#### TASK ITEM:
Do any lines in the data below contain "direction"? If so, copy every one of them.

(Stored items from a collection)
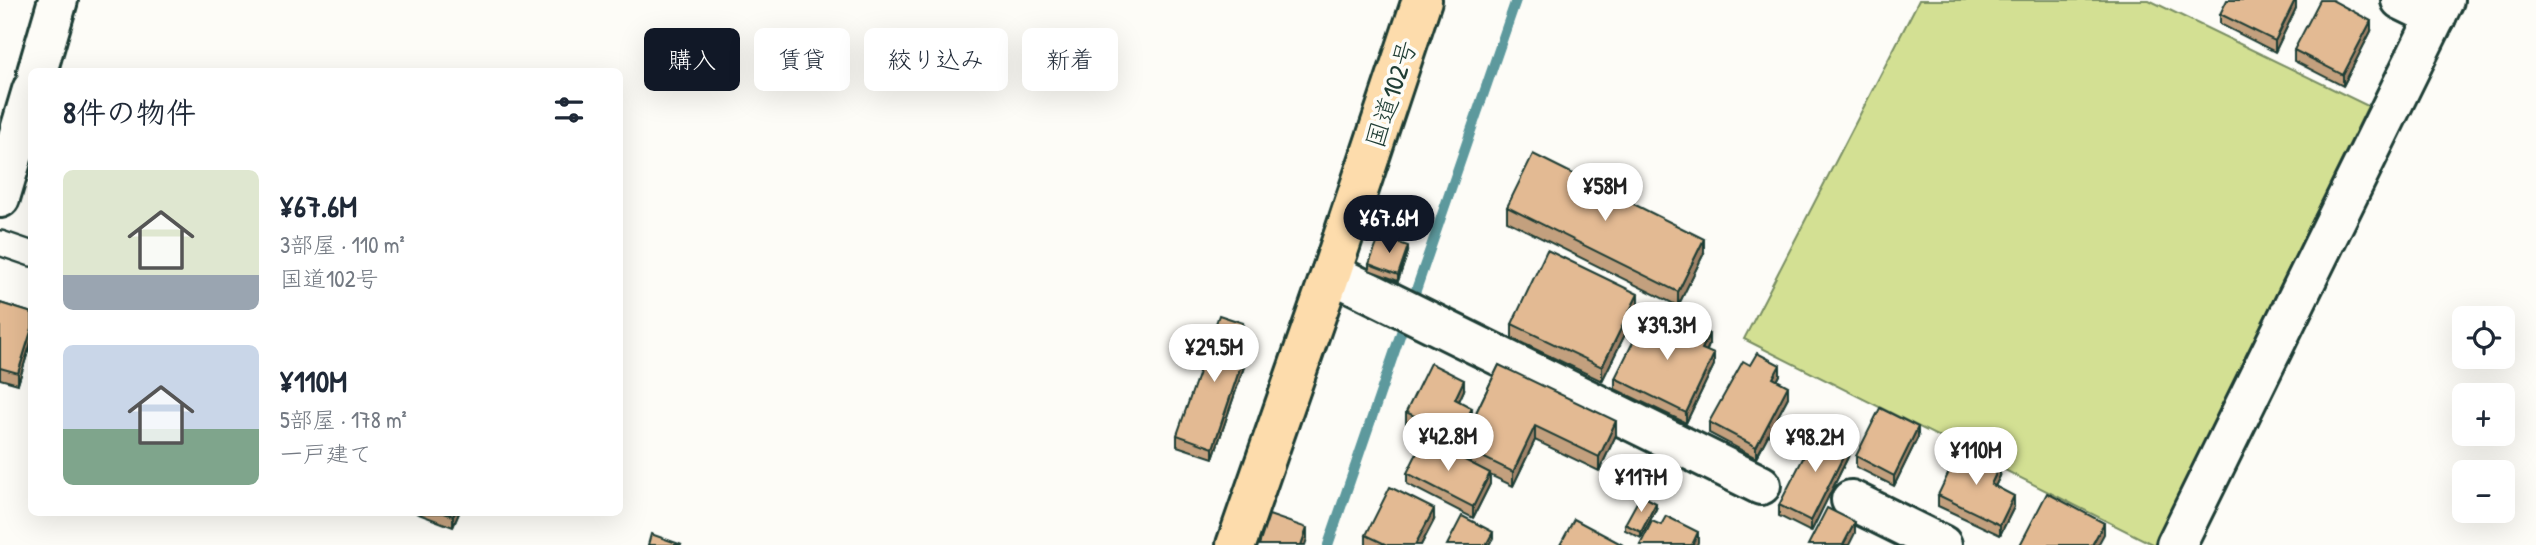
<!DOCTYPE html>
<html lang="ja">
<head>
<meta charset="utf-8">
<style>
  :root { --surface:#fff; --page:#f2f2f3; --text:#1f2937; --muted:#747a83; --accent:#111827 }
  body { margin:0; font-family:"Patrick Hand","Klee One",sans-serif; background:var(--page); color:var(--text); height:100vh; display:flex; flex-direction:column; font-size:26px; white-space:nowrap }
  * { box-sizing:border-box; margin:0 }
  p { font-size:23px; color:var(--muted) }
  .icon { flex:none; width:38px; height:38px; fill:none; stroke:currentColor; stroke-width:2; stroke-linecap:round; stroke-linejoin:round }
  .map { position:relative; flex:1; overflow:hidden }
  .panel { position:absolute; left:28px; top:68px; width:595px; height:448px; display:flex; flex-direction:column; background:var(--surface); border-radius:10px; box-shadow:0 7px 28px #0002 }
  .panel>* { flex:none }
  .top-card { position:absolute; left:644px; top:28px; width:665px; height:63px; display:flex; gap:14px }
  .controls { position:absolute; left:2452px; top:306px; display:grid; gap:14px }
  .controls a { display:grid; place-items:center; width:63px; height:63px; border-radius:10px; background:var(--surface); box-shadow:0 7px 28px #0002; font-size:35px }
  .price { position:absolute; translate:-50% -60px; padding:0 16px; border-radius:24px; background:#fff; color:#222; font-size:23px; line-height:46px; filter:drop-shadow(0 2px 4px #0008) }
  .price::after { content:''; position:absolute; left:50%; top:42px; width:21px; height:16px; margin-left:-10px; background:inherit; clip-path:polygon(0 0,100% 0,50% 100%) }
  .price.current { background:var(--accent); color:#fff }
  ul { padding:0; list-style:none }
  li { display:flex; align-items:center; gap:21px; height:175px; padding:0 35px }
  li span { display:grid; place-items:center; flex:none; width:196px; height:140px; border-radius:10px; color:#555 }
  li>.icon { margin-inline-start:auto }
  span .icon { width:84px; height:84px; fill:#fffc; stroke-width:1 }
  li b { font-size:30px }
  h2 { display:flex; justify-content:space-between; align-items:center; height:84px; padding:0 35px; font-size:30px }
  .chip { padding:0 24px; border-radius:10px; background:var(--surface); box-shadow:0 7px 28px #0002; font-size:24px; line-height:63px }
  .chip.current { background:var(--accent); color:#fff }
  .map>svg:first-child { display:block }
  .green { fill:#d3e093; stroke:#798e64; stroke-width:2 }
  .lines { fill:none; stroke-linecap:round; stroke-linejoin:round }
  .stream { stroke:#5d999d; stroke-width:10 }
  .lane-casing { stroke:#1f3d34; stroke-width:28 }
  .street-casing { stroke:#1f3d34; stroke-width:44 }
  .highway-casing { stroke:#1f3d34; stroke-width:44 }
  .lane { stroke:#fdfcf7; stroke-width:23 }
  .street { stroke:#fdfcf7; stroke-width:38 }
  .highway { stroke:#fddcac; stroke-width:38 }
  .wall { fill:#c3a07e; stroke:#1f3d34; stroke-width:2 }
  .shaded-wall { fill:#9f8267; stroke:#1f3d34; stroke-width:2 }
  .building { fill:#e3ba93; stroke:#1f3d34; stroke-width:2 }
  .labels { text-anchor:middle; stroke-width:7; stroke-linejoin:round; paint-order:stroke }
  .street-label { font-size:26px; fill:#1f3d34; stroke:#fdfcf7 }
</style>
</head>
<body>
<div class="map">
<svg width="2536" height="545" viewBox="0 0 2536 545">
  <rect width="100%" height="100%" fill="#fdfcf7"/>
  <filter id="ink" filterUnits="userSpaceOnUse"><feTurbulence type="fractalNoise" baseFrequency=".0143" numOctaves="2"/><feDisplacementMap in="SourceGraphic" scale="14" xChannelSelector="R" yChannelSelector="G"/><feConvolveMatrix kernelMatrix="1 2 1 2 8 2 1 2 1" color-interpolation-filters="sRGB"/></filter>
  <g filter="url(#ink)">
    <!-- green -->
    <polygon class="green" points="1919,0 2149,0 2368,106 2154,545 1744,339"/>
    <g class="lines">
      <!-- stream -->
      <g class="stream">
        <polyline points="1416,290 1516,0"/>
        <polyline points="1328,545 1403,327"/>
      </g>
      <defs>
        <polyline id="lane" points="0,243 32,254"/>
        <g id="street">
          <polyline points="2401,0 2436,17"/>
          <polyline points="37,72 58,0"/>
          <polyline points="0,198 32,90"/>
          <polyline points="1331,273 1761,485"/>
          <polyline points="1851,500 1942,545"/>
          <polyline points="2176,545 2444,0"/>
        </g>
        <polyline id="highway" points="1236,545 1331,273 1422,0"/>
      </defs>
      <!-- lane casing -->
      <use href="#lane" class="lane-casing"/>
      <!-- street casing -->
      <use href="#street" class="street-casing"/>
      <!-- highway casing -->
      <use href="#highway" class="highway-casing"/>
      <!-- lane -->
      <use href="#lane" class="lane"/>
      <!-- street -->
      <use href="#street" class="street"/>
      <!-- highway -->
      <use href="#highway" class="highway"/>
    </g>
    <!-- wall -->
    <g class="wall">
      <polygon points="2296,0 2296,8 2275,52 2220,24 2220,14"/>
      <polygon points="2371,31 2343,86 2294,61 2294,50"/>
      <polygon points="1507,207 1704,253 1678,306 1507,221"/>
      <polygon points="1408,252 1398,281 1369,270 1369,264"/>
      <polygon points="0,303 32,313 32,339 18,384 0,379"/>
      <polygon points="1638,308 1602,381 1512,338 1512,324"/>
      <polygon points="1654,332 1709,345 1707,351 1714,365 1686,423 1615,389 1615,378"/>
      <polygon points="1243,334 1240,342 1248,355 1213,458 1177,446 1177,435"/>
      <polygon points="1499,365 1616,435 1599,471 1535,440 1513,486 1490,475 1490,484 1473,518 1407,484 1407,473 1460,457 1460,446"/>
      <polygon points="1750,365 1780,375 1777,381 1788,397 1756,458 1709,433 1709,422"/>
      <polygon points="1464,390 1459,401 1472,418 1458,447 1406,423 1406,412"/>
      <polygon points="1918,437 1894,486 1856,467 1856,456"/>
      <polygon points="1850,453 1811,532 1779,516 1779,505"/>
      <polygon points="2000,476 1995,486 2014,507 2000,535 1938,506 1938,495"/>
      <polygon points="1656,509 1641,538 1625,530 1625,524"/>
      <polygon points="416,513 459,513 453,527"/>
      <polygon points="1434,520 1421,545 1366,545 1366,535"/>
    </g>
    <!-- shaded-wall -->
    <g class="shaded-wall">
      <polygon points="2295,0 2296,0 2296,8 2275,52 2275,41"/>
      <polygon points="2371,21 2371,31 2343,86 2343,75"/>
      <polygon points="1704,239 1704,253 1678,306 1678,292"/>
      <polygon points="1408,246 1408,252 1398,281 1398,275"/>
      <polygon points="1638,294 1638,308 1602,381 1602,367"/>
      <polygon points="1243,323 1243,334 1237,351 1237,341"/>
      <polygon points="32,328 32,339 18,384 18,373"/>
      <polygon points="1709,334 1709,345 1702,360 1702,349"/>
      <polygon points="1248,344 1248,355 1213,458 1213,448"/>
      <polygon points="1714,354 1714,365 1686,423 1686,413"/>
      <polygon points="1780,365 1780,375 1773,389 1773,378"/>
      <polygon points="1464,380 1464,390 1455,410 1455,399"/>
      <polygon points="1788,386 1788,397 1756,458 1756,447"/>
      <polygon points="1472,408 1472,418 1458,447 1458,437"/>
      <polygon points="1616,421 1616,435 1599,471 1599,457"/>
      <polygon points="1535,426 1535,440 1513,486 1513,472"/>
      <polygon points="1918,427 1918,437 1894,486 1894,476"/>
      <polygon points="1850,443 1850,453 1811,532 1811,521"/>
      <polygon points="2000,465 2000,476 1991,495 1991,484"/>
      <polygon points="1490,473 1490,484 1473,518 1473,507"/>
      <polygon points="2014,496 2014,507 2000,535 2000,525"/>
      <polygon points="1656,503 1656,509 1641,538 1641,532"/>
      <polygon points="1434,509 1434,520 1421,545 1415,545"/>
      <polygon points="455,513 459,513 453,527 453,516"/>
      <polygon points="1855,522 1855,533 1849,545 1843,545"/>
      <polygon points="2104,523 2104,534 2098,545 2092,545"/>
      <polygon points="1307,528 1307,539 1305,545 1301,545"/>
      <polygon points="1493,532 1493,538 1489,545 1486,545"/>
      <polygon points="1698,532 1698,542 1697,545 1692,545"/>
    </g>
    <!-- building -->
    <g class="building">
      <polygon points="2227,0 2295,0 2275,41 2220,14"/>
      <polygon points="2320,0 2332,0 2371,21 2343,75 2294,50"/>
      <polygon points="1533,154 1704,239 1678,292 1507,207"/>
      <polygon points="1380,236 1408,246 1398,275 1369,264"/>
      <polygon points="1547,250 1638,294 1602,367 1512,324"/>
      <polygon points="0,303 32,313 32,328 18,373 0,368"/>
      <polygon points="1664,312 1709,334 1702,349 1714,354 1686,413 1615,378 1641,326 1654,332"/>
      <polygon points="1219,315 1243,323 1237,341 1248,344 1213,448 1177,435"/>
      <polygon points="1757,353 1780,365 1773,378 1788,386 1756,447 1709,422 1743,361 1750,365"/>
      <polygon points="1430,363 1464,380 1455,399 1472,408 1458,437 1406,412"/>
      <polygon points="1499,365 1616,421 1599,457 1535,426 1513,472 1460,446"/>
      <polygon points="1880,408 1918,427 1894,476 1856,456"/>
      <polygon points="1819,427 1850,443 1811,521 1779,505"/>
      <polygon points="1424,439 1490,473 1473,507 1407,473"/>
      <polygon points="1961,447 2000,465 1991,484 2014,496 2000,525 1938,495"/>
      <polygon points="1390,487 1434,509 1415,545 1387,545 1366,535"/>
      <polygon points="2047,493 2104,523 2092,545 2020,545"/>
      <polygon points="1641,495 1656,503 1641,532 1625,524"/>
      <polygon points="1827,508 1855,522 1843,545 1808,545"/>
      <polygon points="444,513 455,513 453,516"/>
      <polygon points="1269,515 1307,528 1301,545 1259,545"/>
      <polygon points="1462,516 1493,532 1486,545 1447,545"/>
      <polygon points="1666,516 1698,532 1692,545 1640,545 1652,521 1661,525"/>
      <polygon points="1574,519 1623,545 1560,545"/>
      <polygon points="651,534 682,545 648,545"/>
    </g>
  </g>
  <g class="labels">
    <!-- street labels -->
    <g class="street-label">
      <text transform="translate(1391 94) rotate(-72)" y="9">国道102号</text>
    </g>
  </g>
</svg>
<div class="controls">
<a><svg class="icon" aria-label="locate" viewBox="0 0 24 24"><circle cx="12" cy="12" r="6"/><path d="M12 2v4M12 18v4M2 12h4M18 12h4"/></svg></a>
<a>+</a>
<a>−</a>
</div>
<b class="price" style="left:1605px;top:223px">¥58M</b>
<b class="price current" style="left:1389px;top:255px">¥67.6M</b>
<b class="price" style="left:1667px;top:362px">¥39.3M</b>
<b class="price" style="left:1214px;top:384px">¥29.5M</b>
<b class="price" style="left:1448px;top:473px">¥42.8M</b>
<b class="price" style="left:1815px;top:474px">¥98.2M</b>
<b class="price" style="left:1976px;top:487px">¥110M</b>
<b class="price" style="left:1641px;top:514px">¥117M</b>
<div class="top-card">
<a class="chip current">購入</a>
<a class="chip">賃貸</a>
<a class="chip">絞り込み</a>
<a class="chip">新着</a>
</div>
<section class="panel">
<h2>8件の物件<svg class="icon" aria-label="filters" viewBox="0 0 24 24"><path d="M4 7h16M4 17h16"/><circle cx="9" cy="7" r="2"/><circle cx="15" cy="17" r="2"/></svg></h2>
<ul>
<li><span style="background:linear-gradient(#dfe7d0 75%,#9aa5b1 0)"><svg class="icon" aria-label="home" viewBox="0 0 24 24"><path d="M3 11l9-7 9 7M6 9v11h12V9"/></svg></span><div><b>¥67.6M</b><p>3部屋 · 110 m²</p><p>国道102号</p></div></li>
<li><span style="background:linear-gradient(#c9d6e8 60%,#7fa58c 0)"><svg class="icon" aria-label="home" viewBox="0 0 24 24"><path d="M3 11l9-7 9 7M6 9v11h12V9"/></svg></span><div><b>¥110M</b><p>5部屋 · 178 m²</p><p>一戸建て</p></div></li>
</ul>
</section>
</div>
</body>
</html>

#### YOUR RESPONSE:
  body { margin:0; font-family:"Patrick Hand","Klee One",sans-serif; background:var(--page); color:var(--text); height:100vh; display:flex; flex-direction:column; font-size:26px; white-space:nowrap }
  .panel { position:absolute; left:28px; top:68px; width:595px; height:448px; display:flex; flex-direction:column; background:var(--surface); border-radius:10px; box-shadow:0 7px 28px #0002 }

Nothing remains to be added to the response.